NewGuard received a $750,000 grant from the Defense Department in 2021. Officials said the money paid for a licensing agreement for the department to use its artificial intelligence disinformation tracking product and is not funding their rating service.

The WFA is an association for international marketers and national advertiser associations that include Best Buy, Chobani, Dell Technologies, Exxon Mobil, General Mills, Hilton, Kellogg, Levi’s, MasterCard, Nike, PepsiCo and Verizon.

It founded GARM in 2019 to curb “the availability and monetization of harmful content online.”

Influence Watch, a project of the conservative Capital Research Center, said WFA runs a “diversity and inclusion hub” influenced by critical race theory, has produced a guide to “progressive gender portrayals in advertising” and suggests that its members reach out to LGBTQ advocacy organizations.

The WFA called for companies to stop using the terms “blacklist” and “whitelist” in media and advertising campaigns.

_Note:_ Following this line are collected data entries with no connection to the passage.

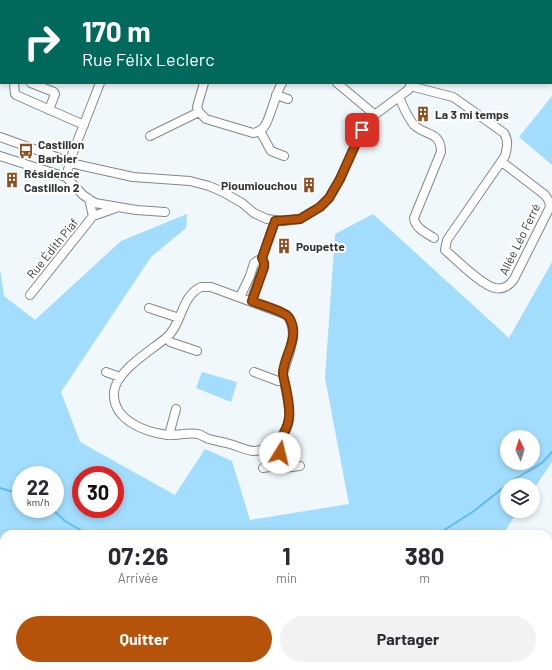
<!DOCTYPE html>
<html lang="fr">
<meta charset="utf-8">
<style>
:root{--surface:#fff;--page:#f2f2f3;--text:#2b2b33;--muted:#7c7c81;--accent:#b45309}
body{margin:0;font-family:Barlow,sans-serif;background:var(--page);color:var(--text);height:100vh;display:flex;flex-direction:column;font-size:15px;white-space:nowrap}
*{box-sizing:border-box;margin:0}
p{font-size:13px;color:var(--muted)}
.icon{flex:none;width:22px;height:22px;fill:none;stroke:currentColor;stroke-width:2;stroke-linecap:round;stroke-linejoin:round}
.map{position:relative;flex:1;overflow:hidden}
.drawer{position:absolute;left:0px;top:530px;width:552px;height:140px;display:flex;flex-direction:column;background:var(--surface);border-radius:12px 12px 0 0;box-shadow:0 2px 6px #0003}
.drawer>*{flex:none}
.hud{position:absolute;left:0px;top:0px;width:552px;height:84px;box-shadow:0 2px 6px #0003;background:#00695c;color:#fff;overflow:hidden}
.needle{width:26px;rotate:356deg}
.tools{position:absolute;left:500px;top:430px;display:grid;gap:8px}
.tools a{display:grid;place-items:center;width:40px;height:40px;border-radius:50%;background:var(--surface);box-shadow:0 2px 6px #0003;font-size:20px}
.speed{position:absolute;left:12px;top:466px;display:flex;gap:8px;font-size:20px;font-weight:700;text-align:center}
.speed>*{display:grid;place-content:center;width:52px;height:52px;border-radius:50%;background:var(--surface);box-shadow:0 2px 6px #0003;line-height:1}
.speed small{font-size:10px;font-weight:400}
.speed .limit{border:6px solid #d22;background:#fff;color:#111}
.pin{position:absolute;display:grid;place-items:center;width:34px;height:34px;color:#fff;margin:-17px;border-radius:8px;box-shadow:0 2px 6px #0006}
.me{position:absolute;width:44px;margin:-22px;rotate:9deg;stroke-linejoin:round;filter:drop-shadow(0 0 3px #0008)}
.turn{display:flex;align-items:center;gap:14px;height:84px;padding:0 16px;font-size:18px}
.turn .icon{width:52px;height:52px;stroke-width:2.5}
.turn b{display:block;font-size:28px;line-height:34px}
.eta{display:flex;justify-content:space-evenly;align-items:center;height:68px;text-align:center}
.eta b{font-size:24px;font-weight:700;line-height:28px}
.primary-button{display:flex;gap:8px;margin-top:auto;padding:8px 16px}
.primary-button a{flex:1;height:46px;border-radius:24px;background:var(--accent);color:#fff;font-size:16px;font-weight:700;line-height:46px;text-align:center}
.primary-button a+a{background:var(--page);color:var(--text)}
.map>svg:first-child{display:block}
</style>
<div class="map">
<svg width="552" height="670" viewBox="0 0 552 670">
<rect width="100%" height="100%" fill="#f0f8fc"/>
<!-- green -->
<path fill="#a2ddfd" fill-rule="evenodd" d="M0,0H130L1,1V18Z
M552,96V165L519,137Z
M187,214L186,228L151,257L61,392L80,442L175,495L205,449L232,461L250,520L349,504L325,378L335,234L373,214L509,338L552,262V462L533,490V485H507V511H518L503,534H4V547L0,546V269L4,296L35,320L121,241ZM507,437H533V463H507ZM21,475H55V509H21ZM81,475H115V509H81Z
M202,372L237,382L231,402L196,388Z
M0,639H4V666H119L129,670H0Z
M381,666H524L536,670H383Z"/>
<g fill="none" stroke-linecap="round" stroke-linejoin="round">
<!-- stream -->
<path stroke="#5fbdeb" stroke-width="2" d="M0,488L21,494
M52,509L65,521L87,534
M438,534L474,511L513,480L534,468L543,462L552,452"/>
<!-- street casing -->
<g stroke="#81888c" stroke-width="10">
<path id="street" d="M435,1V0
M0,27H1
M14,83L15,94L16,95L84,125
M31,83L54,92L55,94L49,110
M204,83L197,107L199,112L206,119L253,133C258,132 261,131 264,127C270,120 275,94 282,83
M337,83L374,114
M410,86L453,97L504,133C509,141 507,148 505,156L447,240L445,250C457,260 481,285 495,288C503,290 510,285 514,279L550,207L549,201L545,195L502,162
M276,95L288,99
M399,97C403,106 407,117 414,125C425,136 441,131 441,152L414,218C415,228 426,233 434,238
M260,131L271,151L284,156
M150,136L199,112
M0,137L79,165L133,177L190,181L209,186L223,192L242,203L254,213L267,219L283,221L300,219L320,207L329,198L340,179L362,130L369,119L408,90L412,83
M0,156L66,177
M66,177L83,195L95,203L136,210L165,212
M66,177L72,155L100,83
M89,199L93,216L116,208
M201,287H211L287,315C298,331 291,347 286,364C285,368 283,371 283,375C287,401 299,426 273,445C269,448 258,451 253,451C245,450 237,446 230,444C223,442 216,441 209,439C205,438 202,435 198,434C188,432 177,436 167,435C145,432 112,420 114,392C116,371 150,351 166,338C182,325 181,296 201,287Z
M30,295L93,216
M240,297L250,276L254,263L262,258L275,221
M251,301L264,267V263L262,258
M149,308L179,318
M167,337L170,342L197,351
M106,372L120,377
M254,372L278,381L284,379
M169,435L176,409
M282,465L283,468L300,466
M263,468L282,465L279,440"/>
</g>
<!-- street -->
<use href="#street" stroke="#fff" stroke-width="8"/>
</g>
<g fill="none" stroke-linecap="round" stroke-linejoin="round">
<!-- route casing -->
<g stroke="#753606" stroke-width="10">
<path id="route" d="M280,453L279,440C293,423 290,408 286,388C285,383 283,377 283,373C284,355 300,338 290,319C286,311 261,305 252,301L264,267V263L262,258L275,221L300,219L320,207L329,198L340,179L362,130"/>
</g>
<!-- route -->
<use href="#route" stroke="#b45309" stroke-width="7"/>
</g>
<!-- icons -->
<defs>
<g id="building-bare" transform="scale(1.2)"><path d="M-4-6H4V6H1V3H-1V6H-4ZM-2.5-4.3h1.7v1.8h-1.7ZM.8-4.3h1.7v1.8H.8ZM-2.5-1h1.7V.8h-1.7ZM.8-1h1.7V.8H.8Z" fill="#904d1d" stroke="#fff" stroke-width="2.5" paint-order="stroke"/></g>
<g id="bus-bare" transform="scale(1.2)"><path d="M-5-6H5V4H4V6H2V4H-2V6H-4V4H-5ZM-3.5-4V0h7V-4ZM-3.5 1.2v1.5H-2V1.2ZM2 1.2v1.5H3.5V1.2Z" fill="#904d1d" stroke="#fff" stroke-width="2.5" paint-order="stroke"/></g>
</defs>
<g fill-rule="evenodd">
<use href="#building-bare" x="423" y="114"/>
<use href="#bus-bare" x="26" y="151"/>
<use href="#building-bare" x="12" y="180"/>
<use href="#building-bare" x="309" y="185"/>
<use href="#building-bare" x="284" y="246"/>
</g>
<g text-anchor="middle" dominant-baseline="central" stroke-width="4" stroke-linejoin="round" paint-order="stroke">
<!-- poi labels -->
<g font-size="12" font-weight="bold" fill="#323537" stroke="#fff" text-anchor="start">
<text x="435" y="114">La 3 mi temps</text>
<text x="38" y="144">Castillon<tspan x="38" dy="14">Barbier</tspan></text>
<text x="24" y="173">Résidence<tspan x="24" dy="14">Castillon 2</tspan></text>
<text x="297" y="185" text-anchor="end">Pioumiouchou</text>
<text x="296" y="246">Poupette</text>
</g>
<!-- street labels -->
<g font-size="12" fill="#323537" stroke="#fff">
<text transform="translate(519 239) rotate(-64)">Allée Léo Ferré</text>
<text transform="translate(52 248) rotate(-51)">Rue Édith Piaf</text>
</g>
</g>
</svg>
<div class="tools">
<a><svg class="needle" viewBox="-14 -14 28 28"><path d="M0-13l5 13h-10z" fill="#e53935"/><path d="M0 13l5-13h-10z" fill="#7c7c81"/></svg></a>
<a><svg class="icon" aria-label="layers" viewBox="0 0 24 24"><path d="M12 4l9 5-9 5-9-5zM3 14l9 5 9-5"/></svg></a>
</div>
<div class="speed"><div>22<small>km/h</small></div><div class="limit">30</div></div>
<div class="pin" style="left:362px;top:130px;background:#d93025"><svg class="icon" aria-label="arrive" viewBox="0 0 24 24"><path d="M6 21V4h12l-3 4 3 4H6"/></svg></div>
<svg class="me" style="left:280px;top:453px" viewBox="-20 -20 40 40"><circle r="19" fill="#fff"/><path d="M0-13L10 11 0 6-10 11z" fill="#b45309"/></svg>
<div class="hud">
<div class="turn"><svg class="icon" aria-label="right" viewBox="0 0 24 24"><path d="M7 20v-9h11M14 6l5 5-5 5"/></svg><div><b>170 m</b>Rue Félix Leclerc</div></div>
</div>
<section class="drawer">
<div class="eta">
<div><b>07:26</b><p>Arrivée</p></div>
<div><b>1</b><p>min</p></div>
<div><b>380</b><p>m</p></div>
</div>
<div class="primary-button"><a>Quitter</a><a>Partager</a></div>
</section>
</div>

Mr. Jordan first wrote to WFA and GARM in March to express concern that the two entities were violating antitrust law through their coordination to eliminate certain online content.

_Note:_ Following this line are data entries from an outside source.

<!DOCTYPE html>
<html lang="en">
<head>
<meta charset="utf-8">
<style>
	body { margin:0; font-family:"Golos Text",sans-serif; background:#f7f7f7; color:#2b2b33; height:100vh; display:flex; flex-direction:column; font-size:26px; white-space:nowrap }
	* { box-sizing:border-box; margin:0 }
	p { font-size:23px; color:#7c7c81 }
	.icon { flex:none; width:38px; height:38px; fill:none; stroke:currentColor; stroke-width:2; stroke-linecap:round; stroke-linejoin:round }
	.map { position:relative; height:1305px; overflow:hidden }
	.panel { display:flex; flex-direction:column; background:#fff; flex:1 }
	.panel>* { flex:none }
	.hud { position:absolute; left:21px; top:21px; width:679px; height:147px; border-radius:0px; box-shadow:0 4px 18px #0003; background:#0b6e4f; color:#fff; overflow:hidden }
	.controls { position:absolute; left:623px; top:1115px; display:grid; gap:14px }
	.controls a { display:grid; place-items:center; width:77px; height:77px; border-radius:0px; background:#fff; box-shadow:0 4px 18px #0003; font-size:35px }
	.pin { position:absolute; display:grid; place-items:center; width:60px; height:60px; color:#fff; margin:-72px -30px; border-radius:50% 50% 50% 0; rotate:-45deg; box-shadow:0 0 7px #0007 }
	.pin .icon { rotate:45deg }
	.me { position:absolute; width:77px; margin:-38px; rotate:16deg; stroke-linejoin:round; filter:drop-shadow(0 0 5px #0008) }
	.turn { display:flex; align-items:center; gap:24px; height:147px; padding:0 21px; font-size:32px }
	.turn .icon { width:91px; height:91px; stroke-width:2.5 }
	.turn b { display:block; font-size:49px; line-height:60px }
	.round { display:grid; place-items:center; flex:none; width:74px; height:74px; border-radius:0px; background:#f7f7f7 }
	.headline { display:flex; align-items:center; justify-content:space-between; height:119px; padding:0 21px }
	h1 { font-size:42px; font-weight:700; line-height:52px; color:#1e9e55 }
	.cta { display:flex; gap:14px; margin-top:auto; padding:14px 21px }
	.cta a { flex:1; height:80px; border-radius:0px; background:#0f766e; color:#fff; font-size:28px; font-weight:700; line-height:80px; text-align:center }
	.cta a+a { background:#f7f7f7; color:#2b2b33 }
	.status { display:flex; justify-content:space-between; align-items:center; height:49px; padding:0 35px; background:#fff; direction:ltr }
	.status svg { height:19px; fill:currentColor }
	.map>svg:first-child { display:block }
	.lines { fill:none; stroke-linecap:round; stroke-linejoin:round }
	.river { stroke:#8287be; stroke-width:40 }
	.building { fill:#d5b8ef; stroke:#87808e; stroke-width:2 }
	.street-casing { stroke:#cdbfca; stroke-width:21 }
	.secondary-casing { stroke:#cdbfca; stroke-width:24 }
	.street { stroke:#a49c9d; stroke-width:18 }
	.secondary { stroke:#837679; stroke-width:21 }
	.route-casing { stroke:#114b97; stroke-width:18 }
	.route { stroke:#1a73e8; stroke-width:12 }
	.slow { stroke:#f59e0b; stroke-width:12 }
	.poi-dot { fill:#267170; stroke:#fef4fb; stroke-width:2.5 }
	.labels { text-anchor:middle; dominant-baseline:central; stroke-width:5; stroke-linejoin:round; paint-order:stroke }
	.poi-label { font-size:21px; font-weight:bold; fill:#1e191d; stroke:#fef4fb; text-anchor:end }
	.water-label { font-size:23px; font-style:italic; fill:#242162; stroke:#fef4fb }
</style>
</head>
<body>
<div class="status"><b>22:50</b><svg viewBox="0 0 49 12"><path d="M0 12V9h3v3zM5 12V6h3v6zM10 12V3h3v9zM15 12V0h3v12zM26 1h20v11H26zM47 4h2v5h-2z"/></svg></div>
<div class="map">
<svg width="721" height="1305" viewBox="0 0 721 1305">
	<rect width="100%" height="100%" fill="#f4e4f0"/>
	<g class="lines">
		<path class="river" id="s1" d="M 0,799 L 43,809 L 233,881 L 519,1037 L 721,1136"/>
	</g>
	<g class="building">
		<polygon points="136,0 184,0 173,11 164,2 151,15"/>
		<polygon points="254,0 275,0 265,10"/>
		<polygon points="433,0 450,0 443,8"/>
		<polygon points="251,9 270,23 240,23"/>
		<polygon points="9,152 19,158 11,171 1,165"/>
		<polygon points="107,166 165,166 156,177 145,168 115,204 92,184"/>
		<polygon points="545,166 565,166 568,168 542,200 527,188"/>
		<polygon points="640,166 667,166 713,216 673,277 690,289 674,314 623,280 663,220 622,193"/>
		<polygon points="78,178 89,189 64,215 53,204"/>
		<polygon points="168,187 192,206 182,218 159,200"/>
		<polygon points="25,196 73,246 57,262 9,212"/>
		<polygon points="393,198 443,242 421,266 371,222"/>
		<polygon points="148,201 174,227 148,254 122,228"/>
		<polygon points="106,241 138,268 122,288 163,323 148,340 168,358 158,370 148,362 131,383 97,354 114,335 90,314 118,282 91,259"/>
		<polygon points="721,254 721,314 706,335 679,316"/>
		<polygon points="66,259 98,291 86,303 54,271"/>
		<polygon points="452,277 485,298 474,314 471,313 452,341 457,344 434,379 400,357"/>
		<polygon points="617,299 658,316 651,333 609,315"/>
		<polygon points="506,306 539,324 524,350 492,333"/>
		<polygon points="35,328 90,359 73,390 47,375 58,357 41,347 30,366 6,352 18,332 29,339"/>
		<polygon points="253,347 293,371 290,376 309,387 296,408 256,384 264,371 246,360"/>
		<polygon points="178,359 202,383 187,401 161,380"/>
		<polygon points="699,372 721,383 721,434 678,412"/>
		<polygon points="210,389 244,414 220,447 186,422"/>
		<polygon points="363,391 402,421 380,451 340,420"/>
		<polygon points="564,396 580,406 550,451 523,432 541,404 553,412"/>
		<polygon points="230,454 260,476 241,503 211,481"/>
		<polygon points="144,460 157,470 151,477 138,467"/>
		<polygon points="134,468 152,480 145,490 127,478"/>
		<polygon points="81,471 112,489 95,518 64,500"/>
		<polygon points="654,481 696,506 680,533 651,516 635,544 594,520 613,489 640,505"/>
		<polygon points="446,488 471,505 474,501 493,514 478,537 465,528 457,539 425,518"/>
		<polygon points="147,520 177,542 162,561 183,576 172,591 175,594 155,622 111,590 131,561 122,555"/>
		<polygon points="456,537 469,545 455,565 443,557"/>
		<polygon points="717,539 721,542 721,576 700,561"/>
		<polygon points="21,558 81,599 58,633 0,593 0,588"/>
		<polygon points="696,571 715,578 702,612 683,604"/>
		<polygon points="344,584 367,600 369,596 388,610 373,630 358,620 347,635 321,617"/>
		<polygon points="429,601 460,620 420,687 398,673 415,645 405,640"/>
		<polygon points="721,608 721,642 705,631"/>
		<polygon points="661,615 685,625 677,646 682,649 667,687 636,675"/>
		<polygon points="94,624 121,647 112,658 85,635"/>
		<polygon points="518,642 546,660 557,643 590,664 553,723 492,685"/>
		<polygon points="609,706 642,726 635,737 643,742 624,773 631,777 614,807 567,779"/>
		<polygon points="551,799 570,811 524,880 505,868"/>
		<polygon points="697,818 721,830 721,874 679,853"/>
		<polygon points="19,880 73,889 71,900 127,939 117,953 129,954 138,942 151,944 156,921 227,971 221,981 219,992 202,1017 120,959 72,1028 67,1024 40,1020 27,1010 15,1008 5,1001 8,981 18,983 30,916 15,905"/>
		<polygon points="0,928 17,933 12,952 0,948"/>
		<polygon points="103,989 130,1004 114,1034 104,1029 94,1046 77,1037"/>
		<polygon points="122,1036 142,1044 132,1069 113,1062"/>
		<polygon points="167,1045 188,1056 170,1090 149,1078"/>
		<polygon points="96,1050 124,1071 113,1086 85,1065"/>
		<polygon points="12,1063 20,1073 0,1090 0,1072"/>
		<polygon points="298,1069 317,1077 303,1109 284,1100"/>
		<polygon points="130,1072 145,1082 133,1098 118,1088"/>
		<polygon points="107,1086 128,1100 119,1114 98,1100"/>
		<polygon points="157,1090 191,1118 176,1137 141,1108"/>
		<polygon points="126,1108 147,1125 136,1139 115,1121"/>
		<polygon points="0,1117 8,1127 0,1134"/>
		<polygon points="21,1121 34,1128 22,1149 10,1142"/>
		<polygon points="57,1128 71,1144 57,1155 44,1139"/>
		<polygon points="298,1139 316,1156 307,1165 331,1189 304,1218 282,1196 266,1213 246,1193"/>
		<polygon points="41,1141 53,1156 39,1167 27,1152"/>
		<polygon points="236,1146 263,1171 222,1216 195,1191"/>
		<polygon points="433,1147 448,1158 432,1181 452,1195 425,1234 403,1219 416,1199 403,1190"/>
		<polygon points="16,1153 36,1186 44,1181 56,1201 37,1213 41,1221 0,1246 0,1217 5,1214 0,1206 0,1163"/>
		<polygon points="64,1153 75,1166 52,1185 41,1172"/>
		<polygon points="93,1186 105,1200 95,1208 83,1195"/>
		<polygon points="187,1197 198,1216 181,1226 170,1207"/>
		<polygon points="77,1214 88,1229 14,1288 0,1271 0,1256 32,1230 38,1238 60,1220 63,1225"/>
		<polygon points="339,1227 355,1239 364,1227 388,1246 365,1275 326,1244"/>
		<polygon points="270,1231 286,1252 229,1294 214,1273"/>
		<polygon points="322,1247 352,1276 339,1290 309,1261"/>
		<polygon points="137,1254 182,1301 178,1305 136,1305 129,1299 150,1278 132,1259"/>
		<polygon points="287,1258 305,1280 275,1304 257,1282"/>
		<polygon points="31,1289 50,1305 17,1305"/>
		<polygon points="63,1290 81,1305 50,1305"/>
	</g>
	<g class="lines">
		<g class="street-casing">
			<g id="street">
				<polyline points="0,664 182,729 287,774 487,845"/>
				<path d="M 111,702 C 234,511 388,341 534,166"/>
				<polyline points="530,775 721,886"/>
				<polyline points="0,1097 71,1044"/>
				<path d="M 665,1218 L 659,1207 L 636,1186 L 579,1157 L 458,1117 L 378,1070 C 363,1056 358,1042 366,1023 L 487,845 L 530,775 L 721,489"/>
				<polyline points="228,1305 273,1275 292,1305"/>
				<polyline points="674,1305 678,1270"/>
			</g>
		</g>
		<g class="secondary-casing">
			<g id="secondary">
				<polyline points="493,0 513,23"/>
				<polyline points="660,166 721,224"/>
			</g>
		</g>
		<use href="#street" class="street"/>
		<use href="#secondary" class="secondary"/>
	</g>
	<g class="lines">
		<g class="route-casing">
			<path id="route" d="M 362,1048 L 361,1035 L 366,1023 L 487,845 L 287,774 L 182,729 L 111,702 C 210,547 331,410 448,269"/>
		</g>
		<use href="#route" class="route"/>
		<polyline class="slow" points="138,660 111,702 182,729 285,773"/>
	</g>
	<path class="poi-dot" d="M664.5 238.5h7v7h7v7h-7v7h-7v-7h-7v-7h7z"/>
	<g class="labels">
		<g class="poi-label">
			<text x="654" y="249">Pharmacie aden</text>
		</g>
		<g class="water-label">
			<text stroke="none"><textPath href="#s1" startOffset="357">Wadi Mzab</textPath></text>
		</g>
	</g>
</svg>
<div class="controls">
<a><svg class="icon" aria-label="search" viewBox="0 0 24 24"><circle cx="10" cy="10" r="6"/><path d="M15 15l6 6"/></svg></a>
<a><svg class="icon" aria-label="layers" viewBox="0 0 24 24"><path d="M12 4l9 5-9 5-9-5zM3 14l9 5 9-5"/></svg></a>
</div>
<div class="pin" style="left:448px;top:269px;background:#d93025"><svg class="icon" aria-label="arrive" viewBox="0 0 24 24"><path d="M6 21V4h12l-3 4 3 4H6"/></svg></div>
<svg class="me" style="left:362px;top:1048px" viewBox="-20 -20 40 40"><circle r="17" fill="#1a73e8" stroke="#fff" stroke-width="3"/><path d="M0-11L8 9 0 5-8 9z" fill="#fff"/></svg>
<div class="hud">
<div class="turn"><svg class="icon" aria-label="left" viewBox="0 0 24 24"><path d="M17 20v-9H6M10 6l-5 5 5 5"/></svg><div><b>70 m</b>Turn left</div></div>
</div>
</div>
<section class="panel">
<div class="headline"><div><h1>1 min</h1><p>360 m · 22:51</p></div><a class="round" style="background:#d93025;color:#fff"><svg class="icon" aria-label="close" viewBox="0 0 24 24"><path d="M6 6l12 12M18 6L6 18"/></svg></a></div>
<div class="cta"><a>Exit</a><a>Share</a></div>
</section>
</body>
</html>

Members of GARM include more than 60 leading advertisers and major social media platforms such as Facebook, YouTube, Reddit, Snapchat, TikTok and LinkedIn.

In 2022, GARM boasted that it “drove an agreement across advertisers, agencies and platforms to set a framework that limits advertising support” for content it determined did not belong online.

It set the standards with categories of “harmful and sensitive content” that included “misinformation,” “debated sensitive social issues,” “arms and ammunition,” “death, injury, or military conflict,” and “hate speech and acts of aggression.” Each category has a “suitability” level for social media platforms to restrict content or a “safety floor [for] where ads should not appear.”

Dan Schneider, vice president of the Media Research Center’s Free Speech America, said if advertisers wanted to eliminate illegal content from the internet, such as child pornography or the advocacy of terrorism, they would have strong allies in the conservative news media.

Mr. Schneider said the goals go far beyond policing such content and align with environmental, social and governance investing, or ESG, which is now experiencing a consumer backlash and legal troubles.

“The WFA is desperately trying to dry up revenue streams of pro-American organizations who oppose this administration’s left-wing agenda,” Mr. Schneider said. “The ESG companies and woke CEOs think that American consumers will lie down for this. They are wrong.”